When a line below holds the string "down", show that line.

Stored records:

+===+

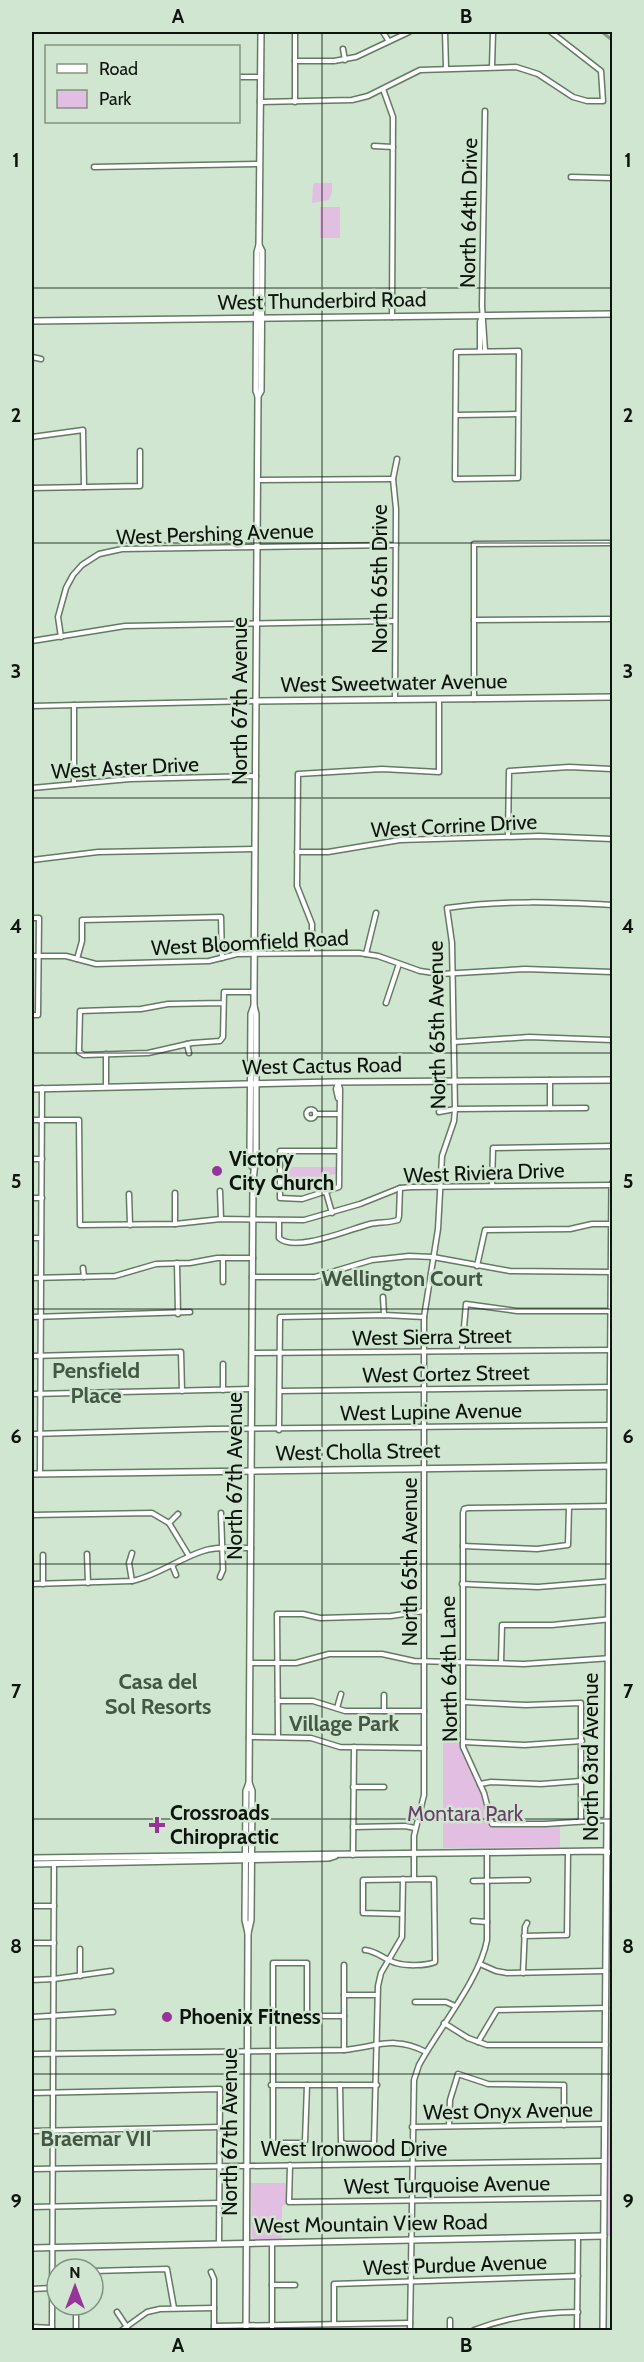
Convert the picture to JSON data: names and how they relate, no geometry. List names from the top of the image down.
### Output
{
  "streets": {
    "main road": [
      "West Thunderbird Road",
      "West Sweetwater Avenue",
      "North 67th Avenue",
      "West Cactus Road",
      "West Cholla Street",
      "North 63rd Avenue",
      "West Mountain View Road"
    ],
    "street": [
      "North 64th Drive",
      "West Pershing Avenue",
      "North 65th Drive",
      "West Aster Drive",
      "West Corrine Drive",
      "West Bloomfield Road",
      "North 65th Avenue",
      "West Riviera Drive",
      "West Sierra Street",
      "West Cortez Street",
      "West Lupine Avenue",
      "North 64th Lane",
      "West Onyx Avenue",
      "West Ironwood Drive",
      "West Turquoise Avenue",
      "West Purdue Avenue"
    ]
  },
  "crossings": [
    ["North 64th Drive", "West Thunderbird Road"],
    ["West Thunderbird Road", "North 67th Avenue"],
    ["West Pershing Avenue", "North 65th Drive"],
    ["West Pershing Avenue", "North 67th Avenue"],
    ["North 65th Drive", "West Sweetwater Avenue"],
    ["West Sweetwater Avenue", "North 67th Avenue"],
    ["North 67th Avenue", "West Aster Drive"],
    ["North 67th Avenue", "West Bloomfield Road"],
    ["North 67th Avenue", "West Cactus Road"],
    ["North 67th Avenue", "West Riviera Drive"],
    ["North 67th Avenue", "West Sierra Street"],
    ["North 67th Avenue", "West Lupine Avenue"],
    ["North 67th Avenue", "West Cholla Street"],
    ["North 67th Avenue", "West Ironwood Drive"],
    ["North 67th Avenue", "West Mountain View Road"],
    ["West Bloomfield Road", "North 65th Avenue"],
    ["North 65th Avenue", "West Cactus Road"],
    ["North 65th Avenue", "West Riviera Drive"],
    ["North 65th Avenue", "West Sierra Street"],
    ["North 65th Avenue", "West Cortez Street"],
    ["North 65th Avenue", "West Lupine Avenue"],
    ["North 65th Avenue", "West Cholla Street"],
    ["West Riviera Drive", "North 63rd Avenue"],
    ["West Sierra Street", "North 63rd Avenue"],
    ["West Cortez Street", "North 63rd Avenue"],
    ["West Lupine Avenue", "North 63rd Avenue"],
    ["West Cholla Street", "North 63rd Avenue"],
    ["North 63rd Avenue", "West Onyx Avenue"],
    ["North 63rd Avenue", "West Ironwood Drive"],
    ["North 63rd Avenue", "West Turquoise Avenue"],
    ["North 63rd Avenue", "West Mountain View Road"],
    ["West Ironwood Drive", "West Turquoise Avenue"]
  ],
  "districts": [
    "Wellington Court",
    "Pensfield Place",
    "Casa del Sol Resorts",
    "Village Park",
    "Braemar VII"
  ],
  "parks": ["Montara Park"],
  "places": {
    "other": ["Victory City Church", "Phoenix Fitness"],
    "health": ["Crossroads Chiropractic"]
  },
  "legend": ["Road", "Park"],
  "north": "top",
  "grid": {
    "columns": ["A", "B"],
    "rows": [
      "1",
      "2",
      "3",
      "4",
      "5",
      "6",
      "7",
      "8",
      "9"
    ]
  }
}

+===+

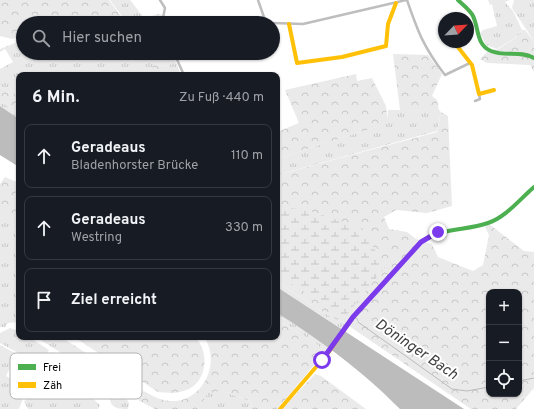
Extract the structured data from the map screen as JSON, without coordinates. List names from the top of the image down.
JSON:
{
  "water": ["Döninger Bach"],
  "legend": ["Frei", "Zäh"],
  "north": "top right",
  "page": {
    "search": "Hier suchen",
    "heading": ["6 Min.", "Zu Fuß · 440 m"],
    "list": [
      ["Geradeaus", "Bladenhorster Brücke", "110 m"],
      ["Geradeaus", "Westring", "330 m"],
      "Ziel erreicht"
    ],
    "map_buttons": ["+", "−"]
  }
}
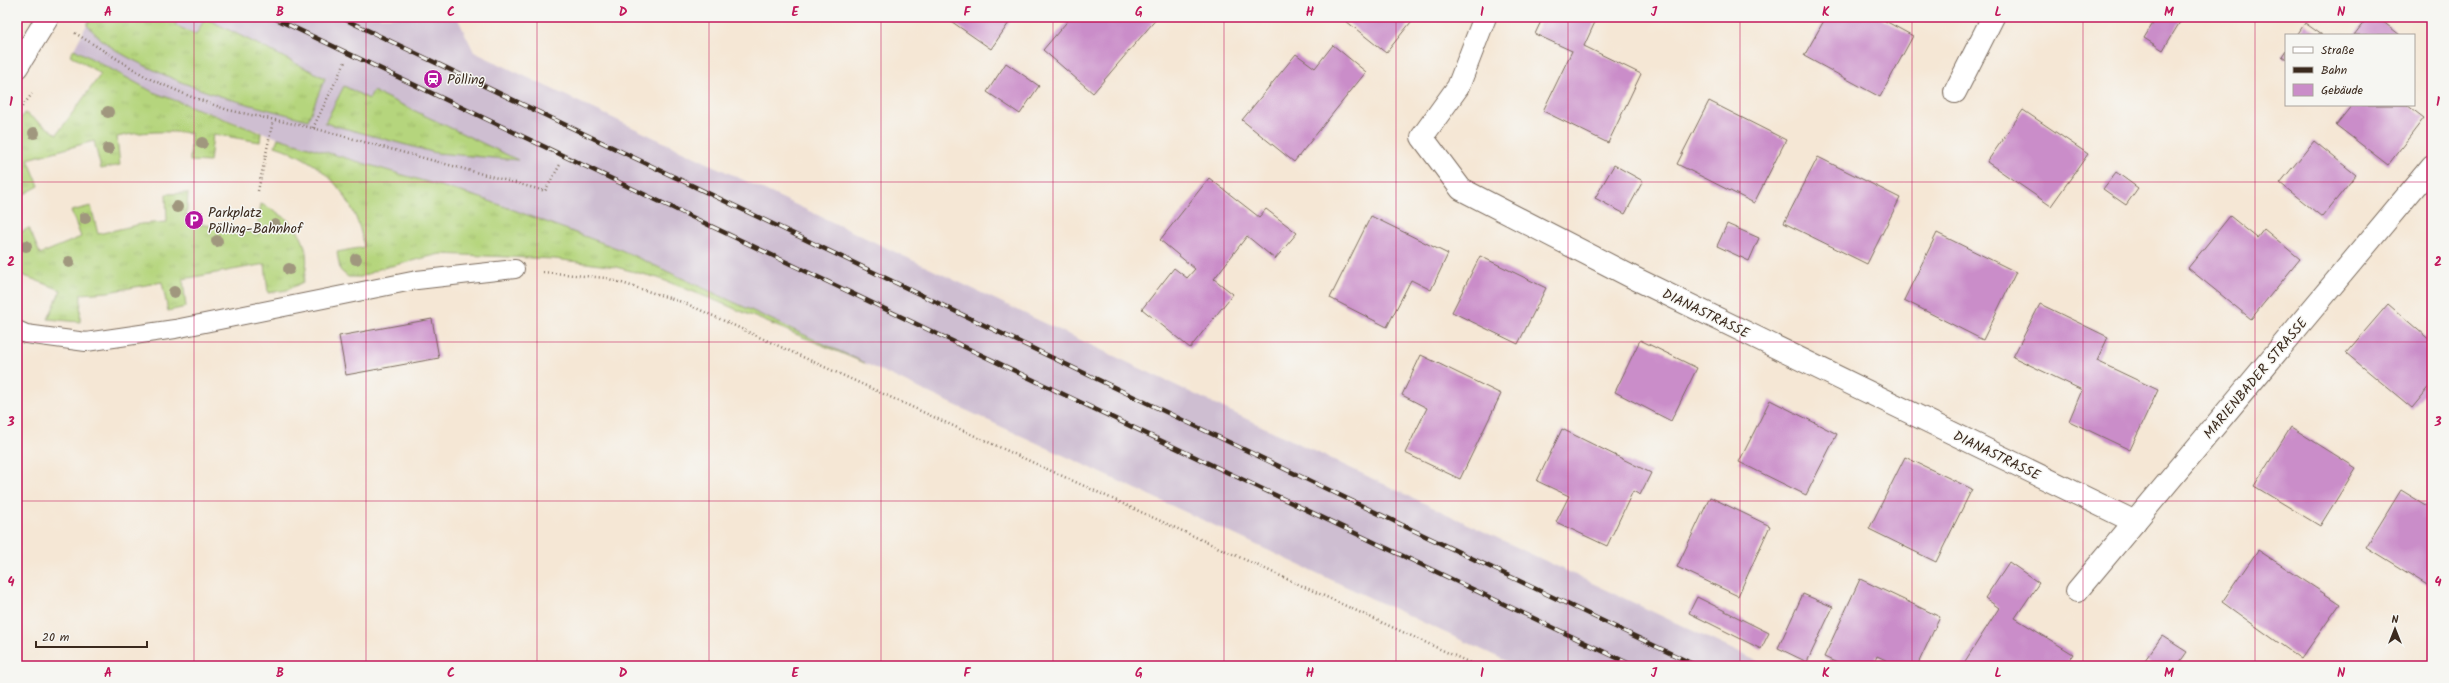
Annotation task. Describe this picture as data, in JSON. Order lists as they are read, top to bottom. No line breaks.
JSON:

+===+

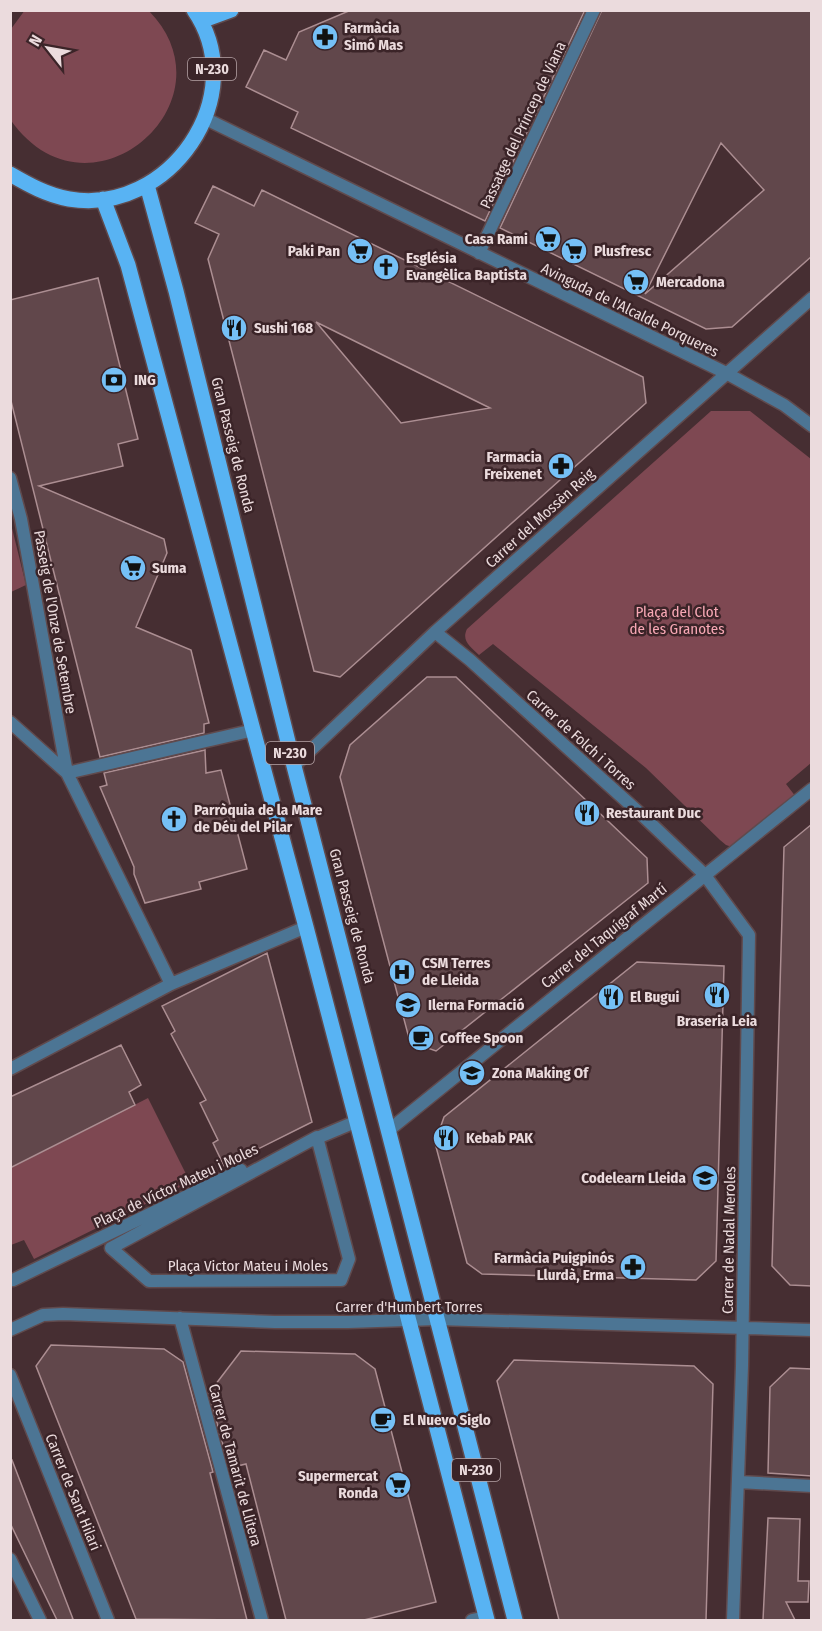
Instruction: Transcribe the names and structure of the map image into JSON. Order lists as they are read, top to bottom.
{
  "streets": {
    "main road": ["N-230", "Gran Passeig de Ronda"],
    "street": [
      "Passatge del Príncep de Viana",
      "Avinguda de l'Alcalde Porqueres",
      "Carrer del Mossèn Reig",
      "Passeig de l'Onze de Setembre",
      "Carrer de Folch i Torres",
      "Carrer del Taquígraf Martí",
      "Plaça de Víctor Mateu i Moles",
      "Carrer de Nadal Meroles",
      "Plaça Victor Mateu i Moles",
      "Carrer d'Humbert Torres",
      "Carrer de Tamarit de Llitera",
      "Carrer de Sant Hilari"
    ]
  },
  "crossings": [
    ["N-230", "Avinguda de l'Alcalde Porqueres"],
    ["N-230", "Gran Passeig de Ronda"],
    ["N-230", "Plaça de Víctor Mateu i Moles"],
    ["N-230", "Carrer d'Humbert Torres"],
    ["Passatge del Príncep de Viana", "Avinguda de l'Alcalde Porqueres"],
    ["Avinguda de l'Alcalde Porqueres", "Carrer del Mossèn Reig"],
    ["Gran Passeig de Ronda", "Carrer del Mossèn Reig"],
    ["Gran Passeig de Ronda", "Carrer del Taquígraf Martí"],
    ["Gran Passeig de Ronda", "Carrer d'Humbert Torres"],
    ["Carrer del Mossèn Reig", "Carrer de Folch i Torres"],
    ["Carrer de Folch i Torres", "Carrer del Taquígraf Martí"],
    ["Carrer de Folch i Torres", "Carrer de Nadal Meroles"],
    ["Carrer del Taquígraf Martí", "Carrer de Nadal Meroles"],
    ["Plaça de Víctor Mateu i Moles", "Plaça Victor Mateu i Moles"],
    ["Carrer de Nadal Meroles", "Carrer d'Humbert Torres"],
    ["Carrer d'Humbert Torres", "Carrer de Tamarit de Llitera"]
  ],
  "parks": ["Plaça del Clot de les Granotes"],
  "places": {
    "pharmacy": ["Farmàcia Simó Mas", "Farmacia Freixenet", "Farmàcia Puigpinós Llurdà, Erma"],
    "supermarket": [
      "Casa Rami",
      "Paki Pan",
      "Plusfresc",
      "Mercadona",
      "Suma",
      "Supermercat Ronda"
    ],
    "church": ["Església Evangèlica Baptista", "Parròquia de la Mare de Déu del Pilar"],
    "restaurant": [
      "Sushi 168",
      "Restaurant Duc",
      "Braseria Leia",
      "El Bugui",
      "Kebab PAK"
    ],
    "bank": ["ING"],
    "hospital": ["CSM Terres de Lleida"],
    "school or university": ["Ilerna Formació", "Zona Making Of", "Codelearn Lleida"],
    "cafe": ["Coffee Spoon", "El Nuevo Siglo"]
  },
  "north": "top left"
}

+===+

- Solution to the problem -
Convert the picture to JSON data: names and how they relate, no geometry. List names from the top of the image down.
Extract the structured data from the map screen as JSON, without coordinates. List names from the top of the image down.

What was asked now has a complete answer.